To get the size of the original image, we store the Content-Length header value that we receive when fetching the original image for optimization from the origin server.

We then use an EdgeWorkers function to read this stored data from images created for delivery to the browser. With Akamai acting as a reverse proxy, different traffic flows require execution of different rules depending on whether a request is from a client, is a derivative request, or is a pristine request from Akamai to the origin server.

On a high level, the flow of our code using EdgeWorkers and EdgeKV looks like this:

1. A user requests an image object for the first time from an edge server.

2. The edge server relays the image request to the image server. Before that, the derivative EdgeWorkers function executes, but renders no value from EdgeKV.

3. The image server requests the pristine image from the origin server. This request is made through another edge server so we are able to execute operations on the returned image.
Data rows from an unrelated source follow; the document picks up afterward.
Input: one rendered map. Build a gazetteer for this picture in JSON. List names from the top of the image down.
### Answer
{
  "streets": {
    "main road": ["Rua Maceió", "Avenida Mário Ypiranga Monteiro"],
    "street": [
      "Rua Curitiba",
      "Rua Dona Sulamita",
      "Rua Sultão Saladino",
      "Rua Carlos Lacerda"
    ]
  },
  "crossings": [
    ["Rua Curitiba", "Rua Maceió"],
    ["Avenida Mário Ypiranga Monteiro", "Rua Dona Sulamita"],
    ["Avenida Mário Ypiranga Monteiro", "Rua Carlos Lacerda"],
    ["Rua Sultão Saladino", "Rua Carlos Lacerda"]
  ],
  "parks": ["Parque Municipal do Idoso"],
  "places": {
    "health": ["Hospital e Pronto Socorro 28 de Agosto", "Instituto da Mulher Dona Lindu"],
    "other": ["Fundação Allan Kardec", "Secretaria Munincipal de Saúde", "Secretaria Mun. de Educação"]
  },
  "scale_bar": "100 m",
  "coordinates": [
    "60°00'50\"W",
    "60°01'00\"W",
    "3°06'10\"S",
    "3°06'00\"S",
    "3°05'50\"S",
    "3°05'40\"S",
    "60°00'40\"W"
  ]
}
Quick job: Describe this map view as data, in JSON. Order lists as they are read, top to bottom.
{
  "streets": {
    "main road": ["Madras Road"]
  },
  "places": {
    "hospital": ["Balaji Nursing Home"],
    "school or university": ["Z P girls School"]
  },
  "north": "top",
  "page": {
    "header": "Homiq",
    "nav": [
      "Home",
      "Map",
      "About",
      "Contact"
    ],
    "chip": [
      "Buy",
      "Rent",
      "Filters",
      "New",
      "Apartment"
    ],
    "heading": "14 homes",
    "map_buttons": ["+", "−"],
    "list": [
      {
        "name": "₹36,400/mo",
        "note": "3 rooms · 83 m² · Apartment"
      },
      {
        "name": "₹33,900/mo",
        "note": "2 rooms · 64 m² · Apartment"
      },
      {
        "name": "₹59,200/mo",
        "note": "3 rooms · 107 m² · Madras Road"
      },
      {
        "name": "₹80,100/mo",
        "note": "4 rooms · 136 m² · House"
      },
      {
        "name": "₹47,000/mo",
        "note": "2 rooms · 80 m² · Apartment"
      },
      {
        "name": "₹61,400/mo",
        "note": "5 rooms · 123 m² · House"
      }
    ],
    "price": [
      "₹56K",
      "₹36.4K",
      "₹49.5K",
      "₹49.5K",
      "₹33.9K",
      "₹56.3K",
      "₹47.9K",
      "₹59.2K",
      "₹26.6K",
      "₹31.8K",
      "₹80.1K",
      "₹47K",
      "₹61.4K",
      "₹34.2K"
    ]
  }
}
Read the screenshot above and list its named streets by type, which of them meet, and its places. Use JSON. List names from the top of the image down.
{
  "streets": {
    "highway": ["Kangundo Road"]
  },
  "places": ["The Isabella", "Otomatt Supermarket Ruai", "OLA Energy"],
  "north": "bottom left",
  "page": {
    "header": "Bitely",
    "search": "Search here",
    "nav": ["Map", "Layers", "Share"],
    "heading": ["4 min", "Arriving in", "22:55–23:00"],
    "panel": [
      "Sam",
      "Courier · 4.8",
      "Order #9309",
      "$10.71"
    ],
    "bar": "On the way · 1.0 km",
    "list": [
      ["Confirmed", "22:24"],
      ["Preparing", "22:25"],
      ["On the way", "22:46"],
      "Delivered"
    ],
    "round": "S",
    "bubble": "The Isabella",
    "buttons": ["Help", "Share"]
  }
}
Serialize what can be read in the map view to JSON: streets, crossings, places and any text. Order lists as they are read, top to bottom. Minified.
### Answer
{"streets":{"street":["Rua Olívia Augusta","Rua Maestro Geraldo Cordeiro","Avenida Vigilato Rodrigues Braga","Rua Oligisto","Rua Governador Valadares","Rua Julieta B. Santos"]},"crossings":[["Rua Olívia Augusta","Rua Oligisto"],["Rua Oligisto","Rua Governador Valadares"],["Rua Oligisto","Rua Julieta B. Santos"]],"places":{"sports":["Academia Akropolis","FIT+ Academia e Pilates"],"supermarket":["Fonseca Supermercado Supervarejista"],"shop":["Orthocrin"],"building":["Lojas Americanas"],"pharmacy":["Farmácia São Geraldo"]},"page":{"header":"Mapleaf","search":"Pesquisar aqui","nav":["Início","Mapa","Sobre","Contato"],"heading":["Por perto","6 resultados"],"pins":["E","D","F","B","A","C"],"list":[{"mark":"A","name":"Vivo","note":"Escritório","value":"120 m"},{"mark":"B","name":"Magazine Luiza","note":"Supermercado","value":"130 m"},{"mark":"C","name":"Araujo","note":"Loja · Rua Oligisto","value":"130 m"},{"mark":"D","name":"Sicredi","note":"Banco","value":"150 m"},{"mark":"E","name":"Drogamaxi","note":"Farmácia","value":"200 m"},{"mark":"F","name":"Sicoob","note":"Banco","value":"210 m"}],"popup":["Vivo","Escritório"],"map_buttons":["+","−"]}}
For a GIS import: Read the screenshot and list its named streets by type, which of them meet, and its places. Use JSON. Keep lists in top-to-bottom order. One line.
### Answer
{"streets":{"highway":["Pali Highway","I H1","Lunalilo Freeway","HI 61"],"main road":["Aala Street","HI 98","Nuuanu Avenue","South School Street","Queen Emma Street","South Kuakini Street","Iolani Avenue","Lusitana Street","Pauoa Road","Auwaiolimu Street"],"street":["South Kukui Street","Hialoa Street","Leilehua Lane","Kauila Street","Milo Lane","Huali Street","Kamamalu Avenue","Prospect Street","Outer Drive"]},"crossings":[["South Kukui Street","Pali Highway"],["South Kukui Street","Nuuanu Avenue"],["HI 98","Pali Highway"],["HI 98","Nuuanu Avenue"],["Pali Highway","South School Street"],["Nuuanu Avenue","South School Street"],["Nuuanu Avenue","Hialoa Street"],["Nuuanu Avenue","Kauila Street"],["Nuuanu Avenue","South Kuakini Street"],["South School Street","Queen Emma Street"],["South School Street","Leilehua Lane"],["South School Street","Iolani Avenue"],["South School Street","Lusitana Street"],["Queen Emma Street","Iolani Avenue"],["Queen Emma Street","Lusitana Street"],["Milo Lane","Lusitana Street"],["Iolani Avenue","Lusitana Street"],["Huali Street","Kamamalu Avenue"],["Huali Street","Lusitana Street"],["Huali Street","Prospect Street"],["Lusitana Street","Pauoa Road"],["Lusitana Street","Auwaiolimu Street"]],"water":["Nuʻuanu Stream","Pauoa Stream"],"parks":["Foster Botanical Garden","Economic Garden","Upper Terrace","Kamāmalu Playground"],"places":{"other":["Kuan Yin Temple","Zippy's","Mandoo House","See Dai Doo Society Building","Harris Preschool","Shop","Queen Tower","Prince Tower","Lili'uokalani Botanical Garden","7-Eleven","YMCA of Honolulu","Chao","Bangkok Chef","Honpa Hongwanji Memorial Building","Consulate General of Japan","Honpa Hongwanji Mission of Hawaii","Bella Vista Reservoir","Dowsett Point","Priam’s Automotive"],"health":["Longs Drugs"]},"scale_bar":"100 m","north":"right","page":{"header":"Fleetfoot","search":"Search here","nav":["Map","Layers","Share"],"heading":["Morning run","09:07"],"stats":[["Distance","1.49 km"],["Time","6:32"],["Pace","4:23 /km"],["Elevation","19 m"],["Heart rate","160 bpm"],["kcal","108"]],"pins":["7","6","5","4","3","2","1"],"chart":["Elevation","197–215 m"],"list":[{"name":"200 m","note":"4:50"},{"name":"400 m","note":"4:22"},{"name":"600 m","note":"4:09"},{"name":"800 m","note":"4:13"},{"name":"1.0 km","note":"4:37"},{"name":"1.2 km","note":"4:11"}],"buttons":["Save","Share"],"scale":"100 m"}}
4. The edge server receives the pristine image object from the origin server.

5. The edge server triggers the pristine image EdgeWorkers function. It stores the Content-Length header value in EdgeKV for the URL. The image server also stores the image object for processing and optimization.

   The user triggering the initial image request is served a derivative image at this stage. It includes transformation and default optimization, but does not include changes based on the pristine Content-Length header as that value is needed as input before the pristine request.

6. Another user requests the same image object from the edge server.

7. The derivative EdgeWorker triggers again, and now returns a value from EdgeKV.

8. Based on the value returned, the edge server requests the optimal image transformations for the specific image from the image server. The optimized image is then delivered to the client.

The first step to build this uses Akamai’s primary configuration tool, Property Manager. We setup Property Manager in our delivery configuration to inform it which requests the EdgeWorkers functions will respond to.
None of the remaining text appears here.